Arthur Bramhall, professeur d’université, écrit un mauvais bouquin, qui disparait dans l’incendie de sa maison. Il en écrit un second, bien meilleur, dans un chalet. Échaudé, il laisse son tapuscrit dans une mallette, sous un arbre, tandis qu’il va s’acheter de quoi fêter son futur succès. Passe un ours, familier des hommes, qui trouve le texte, trouve le début intéressant, et l’emporte.
Ce sera sa porte d’entrée dans le monde des hommes, où il sait qu’il dénichera profusion de miel et autres confitures dont il est friand. Il s’invente un nom d’homme -Dan Flakes, comme les corn flakes-, enfile quelques vêtements et part pour New York.
Arthur, terrassé par cette seconde perte, déprime. Son voisin, un vieux bûcheron, entreprend de lui faire faire le tour du coin pour collecter de savoureuses anecdotes à même de lui fournir matière à un nouveau roman.
Tandis qu’au contact des hommes, agent, attachée de presse, producteur, présentateurs, l’ours s’humanise, Arthur régresse vers l’animal.

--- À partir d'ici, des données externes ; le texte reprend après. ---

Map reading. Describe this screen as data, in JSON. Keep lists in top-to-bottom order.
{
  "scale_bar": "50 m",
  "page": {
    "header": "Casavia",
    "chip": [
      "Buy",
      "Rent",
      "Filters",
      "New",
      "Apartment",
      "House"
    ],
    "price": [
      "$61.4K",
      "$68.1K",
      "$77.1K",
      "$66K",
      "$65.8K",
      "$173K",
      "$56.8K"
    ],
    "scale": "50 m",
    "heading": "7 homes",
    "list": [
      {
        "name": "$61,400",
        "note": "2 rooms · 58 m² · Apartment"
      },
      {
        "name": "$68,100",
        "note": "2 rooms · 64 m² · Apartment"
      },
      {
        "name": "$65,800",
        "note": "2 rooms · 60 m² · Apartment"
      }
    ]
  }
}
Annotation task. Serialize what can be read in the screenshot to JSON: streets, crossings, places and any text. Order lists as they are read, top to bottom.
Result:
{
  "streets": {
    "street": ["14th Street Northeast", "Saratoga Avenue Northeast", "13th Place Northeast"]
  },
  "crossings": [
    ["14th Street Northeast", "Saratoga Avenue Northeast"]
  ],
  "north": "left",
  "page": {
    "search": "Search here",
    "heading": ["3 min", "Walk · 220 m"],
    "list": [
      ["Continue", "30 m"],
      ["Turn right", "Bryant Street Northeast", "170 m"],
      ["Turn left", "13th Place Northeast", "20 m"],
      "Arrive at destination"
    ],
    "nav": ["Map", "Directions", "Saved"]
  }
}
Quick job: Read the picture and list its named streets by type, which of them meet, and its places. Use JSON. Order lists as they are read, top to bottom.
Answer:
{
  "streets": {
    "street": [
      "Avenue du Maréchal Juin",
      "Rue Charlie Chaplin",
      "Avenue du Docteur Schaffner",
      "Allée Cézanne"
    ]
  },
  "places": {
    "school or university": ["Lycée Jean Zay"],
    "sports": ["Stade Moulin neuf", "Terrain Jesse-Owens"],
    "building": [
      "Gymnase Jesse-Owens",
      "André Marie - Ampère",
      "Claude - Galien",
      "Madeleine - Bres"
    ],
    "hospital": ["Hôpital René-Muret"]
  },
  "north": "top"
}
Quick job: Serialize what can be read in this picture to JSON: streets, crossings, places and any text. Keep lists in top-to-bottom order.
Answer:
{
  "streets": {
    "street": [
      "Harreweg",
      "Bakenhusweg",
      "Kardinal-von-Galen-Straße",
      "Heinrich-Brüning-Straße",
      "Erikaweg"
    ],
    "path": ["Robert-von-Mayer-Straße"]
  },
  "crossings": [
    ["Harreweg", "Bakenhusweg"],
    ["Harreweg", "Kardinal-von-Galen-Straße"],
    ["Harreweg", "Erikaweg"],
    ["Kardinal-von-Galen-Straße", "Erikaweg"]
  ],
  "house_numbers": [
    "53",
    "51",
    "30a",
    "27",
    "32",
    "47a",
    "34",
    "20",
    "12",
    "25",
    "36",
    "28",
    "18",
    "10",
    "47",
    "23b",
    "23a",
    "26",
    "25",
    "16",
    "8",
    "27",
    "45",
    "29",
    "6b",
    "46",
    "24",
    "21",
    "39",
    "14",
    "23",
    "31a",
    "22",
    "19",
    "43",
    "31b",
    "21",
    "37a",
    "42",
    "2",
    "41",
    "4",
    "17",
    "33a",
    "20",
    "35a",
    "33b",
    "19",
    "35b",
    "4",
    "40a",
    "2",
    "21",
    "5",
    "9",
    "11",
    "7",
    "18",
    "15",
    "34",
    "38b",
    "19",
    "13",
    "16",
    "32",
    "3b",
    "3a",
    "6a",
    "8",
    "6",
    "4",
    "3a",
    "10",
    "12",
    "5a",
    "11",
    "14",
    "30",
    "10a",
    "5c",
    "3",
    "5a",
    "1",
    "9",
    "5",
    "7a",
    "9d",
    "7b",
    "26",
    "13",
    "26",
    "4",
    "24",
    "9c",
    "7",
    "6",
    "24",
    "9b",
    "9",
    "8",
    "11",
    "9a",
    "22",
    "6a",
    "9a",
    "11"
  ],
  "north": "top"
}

Publié en 1996, mais traduit seulement l’an dernier en français, « L’Ours est un Écrivain comme les Autres » est proprement hilarant, et se lit d’une traite. Critique acerbe du monde de l’édition américaine (je ne me risquerai pas à élargir au-delà, quoique), où le livre est un produit comme un autre, qu’un seul a lu, que tous encensent, où on balade l’auteur de plateaux en salons dans une campagne presque électorale pour occuper le terrain de la communication.

Mais voilà, quand votre écrivain est un ours (mais que vous ne vous en êtes pas rendu compte, lui préférant de flatteuses comparaisons à Hemingway), qui parle peu, et pas de son livre, seulement par monosyllabes où l’interprétation est de mise, on ne peut que crier au génie devant tant de retenue, de refus de jouer bêtement le jeu de la promotion, de garder son talent et son être intact.
Et pour nous lecteurs, qui partageons les pensées de l’ours, sa réflexion toujours concentrée sur le présent, et lisons les interprétations philosophiques de ses interlocuteurs, c’est le sourire assuré. Quand l’agent chargée de négocier avec lui les droits d’adaptation de son roman lui parle acteurs, il répond « pop-corn ». Lui proposant mieux qu’un acteur à la mode, il réplique « pop-corn et beurre ». Prenant cela pour une négociation âpre sur sa part des bénéfices, elle propose un intéressement. « De la glace tous les jours », répond-il. Tergiversant sur les caprices quotidiens des stars, elle temporise. Et lui de rajouter : « Avec des éclats de noisettes ». Elle cède, un peu. Quand, apparemment satisfait, il déclare « Je pourrais tremper mon biscuit », son interlocutrice y voit, bien évidemment, un comportement typiquement masculin rapportant toute domination au sexe.
Pire que des dialogues de sourds, c’est cette capacité très humaine, très américaine et très « communicante » à faire ses propres réponses, à projeter sur l’Autre beaucoup de soi. L’ours n’est qu’un miroir.
Mais si sa parole est rare et précieuse, c’est son comportement qui déchaîne le plus de réaction. Parfois incapable de brider son instinct, il se laisse aller à des gestes, eh bien, d’ours, comme se gratter le dos sur le sol ou filer truffe au vent chercher de la nourriture (un sujet important, comme l’extrait rapporté ci-dessus l’a laissé entendre). C’est alors, là encore, une validation quasi unanime des hommes, qui voient en lui un être qui a su se libérer des carcans de la société pour retrouver l’état de nature. Une aspiration de nombreux contemporains, et des personnages de ce roman, coincés dans les cadres étroits des apparences nécessaires au théâtre du quotidien, cadres encore plus étroits dans la société du paraître qu’est le bouillonnant monde culturel (ou pseudo-) dans lequel ils gravitent.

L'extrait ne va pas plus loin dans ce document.